Cartoon Network App Doesn't Violate Video Privacy Law, Court Rules

Handing a victory to the Cartoon Network, a federal appellate court has ruled that the company's Android app didn't violate a video privacy law by allegedly sharing data about consumers with the analytics company Bango.

A three-judge panel of the 11th Circuit Court of Appeals said in its ruling that people who download the Cartoon Network's free mobile app aren't "subscribers" to the service. Therefore, the court ruled, the company didn't violate the Video Privacy Protection Act, which prohibits video companies from sharing personally identifiable information about "subscribers," "renters," or "purchasers."

"In our view, downloading an app for free and using it to view content at no cost is not enough to make a user of the app a 'subscriber' under the VPPA," the panel wrote in a 15-page opinion. "The downloading of an app, we think, is the equivalent of adding a particular website to one’s Internet browser as a favorite, allowing quicker access to the website’s content."

The decision appears to mark the first time a federal appellate court has addressed how the 27-year-old Video Privacy Protection Act applies to streaming video.

The ruling stems from a potential class-action lawsuit filed in 2014 by Atlanta resident Mark Ellis, who alleged that Cartoon Network wrongly transmitted information about his viewing history, combined with his device's “Android ID,” to Bango.

U.S. District Court Judge Thomas Thrash, Jr. dismissed the lawsuit last year on the grounds that an Android ID isn't “akin to a name.”

Ellis appealed to the 11th Circuit, arguing that data that might appear to be “anonymous” -- like the random characters in an Android ID -- can be personally identifiable, depending on the circumstances. He also says that Bango was able to match Android IDs to actual people by drawing on outside databases.

The appellate judges said they didn't need to decide whether an Android ID is personally identifiable, given their ruling that Ellis wasn't a subscriber to Cartoon Network. "Given our ruling, we leave for another day the contours of the term 'personally identifiable information,'" the court wrote.

To reach the conclusion that Ellis wasn't a subscriber, the judges turned to the definition of that word found in various dictionaries -- including the Oxford English Dictionary and Webster's.

"The dictionary definitions of the term 'subscriber' we have quoted above have a common thread.

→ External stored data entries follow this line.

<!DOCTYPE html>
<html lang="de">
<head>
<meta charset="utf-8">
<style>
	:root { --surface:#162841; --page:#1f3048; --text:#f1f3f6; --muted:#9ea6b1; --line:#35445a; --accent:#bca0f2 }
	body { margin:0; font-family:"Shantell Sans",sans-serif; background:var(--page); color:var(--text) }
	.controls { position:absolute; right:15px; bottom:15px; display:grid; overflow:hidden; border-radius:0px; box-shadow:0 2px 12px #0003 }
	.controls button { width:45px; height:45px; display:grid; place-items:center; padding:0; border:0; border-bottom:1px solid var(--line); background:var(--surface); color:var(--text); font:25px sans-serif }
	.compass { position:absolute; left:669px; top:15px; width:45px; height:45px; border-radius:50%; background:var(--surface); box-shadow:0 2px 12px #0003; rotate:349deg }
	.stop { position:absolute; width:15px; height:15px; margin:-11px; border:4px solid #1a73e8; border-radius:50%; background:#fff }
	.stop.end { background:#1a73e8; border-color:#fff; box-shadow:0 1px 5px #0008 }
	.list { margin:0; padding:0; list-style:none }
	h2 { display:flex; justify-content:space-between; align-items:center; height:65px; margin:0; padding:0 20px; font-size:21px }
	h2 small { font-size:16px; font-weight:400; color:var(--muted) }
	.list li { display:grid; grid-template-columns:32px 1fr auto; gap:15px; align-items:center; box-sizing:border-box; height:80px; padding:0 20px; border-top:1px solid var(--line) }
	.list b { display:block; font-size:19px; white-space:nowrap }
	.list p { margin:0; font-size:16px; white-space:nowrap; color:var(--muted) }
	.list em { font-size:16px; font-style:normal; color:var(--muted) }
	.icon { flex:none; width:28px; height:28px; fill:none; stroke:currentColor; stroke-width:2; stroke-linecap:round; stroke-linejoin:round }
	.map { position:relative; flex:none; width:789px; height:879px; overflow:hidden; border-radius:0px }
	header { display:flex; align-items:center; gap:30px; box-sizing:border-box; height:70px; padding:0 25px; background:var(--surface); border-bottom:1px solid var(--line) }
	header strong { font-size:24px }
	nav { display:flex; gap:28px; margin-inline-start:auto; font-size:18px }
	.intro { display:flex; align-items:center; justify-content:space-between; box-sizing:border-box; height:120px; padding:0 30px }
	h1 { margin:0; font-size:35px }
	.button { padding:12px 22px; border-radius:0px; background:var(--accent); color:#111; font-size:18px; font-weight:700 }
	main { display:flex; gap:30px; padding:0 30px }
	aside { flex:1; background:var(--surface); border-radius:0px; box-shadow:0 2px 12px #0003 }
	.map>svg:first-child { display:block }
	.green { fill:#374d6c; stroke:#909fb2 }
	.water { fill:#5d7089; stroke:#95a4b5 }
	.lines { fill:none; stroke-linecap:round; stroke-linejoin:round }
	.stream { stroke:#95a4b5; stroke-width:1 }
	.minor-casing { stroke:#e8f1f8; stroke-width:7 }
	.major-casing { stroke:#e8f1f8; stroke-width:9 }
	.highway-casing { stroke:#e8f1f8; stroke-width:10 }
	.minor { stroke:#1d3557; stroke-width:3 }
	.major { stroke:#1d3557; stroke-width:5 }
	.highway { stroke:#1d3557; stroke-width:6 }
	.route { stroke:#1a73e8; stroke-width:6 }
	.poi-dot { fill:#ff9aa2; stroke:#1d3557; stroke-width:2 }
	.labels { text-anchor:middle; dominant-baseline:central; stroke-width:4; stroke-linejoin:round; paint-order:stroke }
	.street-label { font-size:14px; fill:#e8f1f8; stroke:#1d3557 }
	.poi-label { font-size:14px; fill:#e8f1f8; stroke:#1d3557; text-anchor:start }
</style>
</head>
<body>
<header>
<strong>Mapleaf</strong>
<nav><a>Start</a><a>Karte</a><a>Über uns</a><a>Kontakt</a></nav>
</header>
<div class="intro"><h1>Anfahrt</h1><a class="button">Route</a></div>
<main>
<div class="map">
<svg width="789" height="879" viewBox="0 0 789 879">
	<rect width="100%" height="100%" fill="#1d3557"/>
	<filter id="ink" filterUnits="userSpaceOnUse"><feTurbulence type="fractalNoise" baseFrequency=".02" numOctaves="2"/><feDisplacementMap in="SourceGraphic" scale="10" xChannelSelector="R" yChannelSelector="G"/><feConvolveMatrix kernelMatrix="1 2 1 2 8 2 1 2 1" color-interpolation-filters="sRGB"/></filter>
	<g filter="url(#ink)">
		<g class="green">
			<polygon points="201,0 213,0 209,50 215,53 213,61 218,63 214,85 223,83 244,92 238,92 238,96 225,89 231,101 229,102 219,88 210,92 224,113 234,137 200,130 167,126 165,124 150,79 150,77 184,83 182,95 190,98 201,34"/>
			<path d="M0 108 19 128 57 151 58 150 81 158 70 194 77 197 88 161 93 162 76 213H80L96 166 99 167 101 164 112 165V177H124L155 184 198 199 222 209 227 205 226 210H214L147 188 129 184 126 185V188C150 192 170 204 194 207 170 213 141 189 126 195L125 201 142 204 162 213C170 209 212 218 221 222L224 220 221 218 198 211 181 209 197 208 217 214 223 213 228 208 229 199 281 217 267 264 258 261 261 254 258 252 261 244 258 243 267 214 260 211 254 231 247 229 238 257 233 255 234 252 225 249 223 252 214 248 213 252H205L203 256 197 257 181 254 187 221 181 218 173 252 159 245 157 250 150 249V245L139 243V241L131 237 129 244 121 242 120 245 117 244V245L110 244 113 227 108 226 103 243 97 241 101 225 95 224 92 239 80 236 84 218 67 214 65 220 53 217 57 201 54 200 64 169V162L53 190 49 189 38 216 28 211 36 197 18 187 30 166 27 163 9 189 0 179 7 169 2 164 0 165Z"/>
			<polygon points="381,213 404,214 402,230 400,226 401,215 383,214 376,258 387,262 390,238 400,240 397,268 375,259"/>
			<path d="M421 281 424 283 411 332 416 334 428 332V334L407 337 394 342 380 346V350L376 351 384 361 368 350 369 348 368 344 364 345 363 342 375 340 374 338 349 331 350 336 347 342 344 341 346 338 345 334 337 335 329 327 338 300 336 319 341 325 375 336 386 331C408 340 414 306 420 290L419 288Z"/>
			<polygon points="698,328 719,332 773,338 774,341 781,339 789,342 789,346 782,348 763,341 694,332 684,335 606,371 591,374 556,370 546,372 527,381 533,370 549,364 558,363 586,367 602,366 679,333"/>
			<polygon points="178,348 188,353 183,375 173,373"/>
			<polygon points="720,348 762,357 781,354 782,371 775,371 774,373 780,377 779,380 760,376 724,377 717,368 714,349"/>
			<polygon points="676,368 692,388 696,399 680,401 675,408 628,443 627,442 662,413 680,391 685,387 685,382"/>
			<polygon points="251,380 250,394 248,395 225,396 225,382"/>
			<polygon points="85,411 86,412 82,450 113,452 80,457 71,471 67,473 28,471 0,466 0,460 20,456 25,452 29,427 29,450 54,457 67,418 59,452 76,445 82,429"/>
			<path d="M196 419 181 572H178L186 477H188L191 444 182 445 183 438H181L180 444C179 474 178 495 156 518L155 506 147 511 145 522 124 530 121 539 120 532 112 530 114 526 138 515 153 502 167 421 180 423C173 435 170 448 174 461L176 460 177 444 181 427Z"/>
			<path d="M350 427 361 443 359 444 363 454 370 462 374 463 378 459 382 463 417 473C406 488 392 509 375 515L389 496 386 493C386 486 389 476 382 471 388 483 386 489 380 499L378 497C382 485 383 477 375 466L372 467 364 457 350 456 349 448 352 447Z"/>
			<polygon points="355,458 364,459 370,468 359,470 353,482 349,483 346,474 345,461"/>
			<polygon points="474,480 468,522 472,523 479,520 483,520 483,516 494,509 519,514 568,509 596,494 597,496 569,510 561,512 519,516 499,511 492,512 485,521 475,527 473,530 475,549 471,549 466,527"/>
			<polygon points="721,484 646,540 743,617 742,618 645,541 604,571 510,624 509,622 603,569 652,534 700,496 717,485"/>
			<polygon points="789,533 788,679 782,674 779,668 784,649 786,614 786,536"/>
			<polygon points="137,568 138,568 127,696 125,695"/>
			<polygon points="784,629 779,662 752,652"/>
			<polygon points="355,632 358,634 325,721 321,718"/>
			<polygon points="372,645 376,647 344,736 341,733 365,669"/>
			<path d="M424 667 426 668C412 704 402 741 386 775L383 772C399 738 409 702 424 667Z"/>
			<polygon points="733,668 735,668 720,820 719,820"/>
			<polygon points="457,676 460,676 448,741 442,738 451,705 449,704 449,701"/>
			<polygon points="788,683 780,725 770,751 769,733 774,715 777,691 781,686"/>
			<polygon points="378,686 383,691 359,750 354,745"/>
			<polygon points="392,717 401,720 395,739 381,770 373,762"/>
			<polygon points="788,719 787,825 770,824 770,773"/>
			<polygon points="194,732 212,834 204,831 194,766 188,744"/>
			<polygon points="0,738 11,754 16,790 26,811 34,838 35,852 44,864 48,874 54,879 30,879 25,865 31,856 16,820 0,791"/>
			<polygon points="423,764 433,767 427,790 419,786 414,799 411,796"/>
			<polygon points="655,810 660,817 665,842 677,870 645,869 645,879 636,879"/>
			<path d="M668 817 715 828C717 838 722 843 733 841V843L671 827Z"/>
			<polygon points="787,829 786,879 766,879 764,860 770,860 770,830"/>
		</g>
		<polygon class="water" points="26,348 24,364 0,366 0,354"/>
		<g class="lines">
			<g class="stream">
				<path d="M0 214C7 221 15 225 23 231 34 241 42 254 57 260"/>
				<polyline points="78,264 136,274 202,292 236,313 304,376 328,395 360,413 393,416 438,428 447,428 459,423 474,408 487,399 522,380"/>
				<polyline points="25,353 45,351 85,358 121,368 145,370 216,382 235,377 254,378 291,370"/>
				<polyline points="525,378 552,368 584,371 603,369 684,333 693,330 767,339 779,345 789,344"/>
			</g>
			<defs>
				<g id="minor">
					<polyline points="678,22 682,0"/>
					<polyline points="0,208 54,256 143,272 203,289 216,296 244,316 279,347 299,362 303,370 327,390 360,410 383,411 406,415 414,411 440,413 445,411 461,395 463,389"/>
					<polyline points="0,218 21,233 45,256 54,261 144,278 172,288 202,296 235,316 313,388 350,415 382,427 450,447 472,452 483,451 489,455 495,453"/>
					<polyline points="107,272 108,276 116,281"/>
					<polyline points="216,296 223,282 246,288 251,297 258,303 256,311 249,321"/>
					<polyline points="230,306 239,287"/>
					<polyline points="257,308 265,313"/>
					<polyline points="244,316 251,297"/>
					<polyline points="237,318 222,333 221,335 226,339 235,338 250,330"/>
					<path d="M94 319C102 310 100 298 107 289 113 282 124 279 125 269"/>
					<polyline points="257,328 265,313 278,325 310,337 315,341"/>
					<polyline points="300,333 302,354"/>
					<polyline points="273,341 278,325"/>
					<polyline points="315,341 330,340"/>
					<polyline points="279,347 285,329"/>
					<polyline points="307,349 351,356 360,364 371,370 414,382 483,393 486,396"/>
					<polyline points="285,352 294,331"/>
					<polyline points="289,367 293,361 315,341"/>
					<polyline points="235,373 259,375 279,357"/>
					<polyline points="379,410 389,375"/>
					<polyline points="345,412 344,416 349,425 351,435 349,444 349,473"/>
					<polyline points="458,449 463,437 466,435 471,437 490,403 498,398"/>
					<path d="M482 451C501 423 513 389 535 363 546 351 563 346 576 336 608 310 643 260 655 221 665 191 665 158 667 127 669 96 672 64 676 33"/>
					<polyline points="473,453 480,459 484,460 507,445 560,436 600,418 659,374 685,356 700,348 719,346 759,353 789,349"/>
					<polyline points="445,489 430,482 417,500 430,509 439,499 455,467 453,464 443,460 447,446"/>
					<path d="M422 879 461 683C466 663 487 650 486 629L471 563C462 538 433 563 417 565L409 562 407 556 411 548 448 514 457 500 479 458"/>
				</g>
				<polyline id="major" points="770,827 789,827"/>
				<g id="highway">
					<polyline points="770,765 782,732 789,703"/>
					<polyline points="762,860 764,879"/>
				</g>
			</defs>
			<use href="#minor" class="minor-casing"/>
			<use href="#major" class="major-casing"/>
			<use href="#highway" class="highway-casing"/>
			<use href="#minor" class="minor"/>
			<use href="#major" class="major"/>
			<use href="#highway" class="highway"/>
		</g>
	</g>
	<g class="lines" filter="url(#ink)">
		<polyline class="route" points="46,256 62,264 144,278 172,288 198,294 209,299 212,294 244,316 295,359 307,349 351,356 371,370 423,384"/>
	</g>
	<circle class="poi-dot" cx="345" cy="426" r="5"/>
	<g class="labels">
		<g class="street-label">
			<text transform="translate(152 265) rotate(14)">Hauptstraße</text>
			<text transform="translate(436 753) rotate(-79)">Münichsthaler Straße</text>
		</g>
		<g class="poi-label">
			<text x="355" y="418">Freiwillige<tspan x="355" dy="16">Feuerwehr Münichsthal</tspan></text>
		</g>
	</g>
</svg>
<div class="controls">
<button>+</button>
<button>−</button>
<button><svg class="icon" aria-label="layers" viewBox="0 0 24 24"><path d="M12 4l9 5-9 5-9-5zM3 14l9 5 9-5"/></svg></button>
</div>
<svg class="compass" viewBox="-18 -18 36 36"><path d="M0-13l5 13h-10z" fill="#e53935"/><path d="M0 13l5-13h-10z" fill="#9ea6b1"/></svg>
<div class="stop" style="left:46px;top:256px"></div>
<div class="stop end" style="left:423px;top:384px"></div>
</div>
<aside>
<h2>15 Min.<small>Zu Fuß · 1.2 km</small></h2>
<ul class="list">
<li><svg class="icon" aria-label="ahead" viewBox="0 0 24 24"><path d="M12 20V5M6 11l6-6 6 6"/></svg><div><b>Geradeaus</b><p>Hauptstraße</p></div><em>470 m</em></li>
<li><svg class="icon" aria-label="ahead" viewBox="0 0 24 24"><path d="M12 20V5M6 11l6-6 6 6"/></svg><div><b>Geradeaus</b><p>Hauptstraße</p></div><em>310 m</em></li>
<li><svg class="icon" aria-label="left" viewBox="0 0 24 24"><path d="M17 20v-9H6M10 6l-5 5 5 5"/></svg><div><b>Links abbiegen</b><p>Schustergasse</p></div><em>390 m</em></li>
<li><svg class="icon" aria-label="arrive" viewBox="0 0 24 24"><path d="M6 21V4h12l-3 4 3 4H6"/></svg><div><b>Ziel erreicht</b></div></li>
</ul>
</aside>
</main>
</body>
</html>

And that common thread is that 'subscription' involves some type of commitment, relationship, or association (financial or otherwise) between a person and an entity," the judges write. "Ellis did not sign up for or establish an account with Cartoon Network, did not provide any personal information to Cartoon Network, did not make any payments to Cartoon Network for use of the CN app... and did not make any commitment or establish any relationship that would allow him to have access to exclusive or restricted content."

The ruling appears at odds with the intent behind the video privacy law, according to privacy law expert Bill McGeveran, a law professor at the University of Minnesota.

"It certainly is going to allow transfer of information about people's video viewing in a way that will be personally identifiable," he says. "Third-party aggregators can use the device ID to reconnect your viewing patterns to your identity, which is the kind of thing the VPPA broadly intended to stop."

At the same time, he says, the appellate judges' decision to rely on dictionary definitions of the term subscriber is "defensible," given that the statute doesn't define the word, or even contemplate today's streaming video offerings.

"The statute was not written at a time when you could casually look at videos online, without any form of registration, which is what happened here," he says.

Congress passed the VPPA after a newspaper obtained the video rental records of Robert Bork, who had been nominated (unsuccessfully) to serve on the U.S. Supreme Court. The statute provides for $2,500 in damages per violation.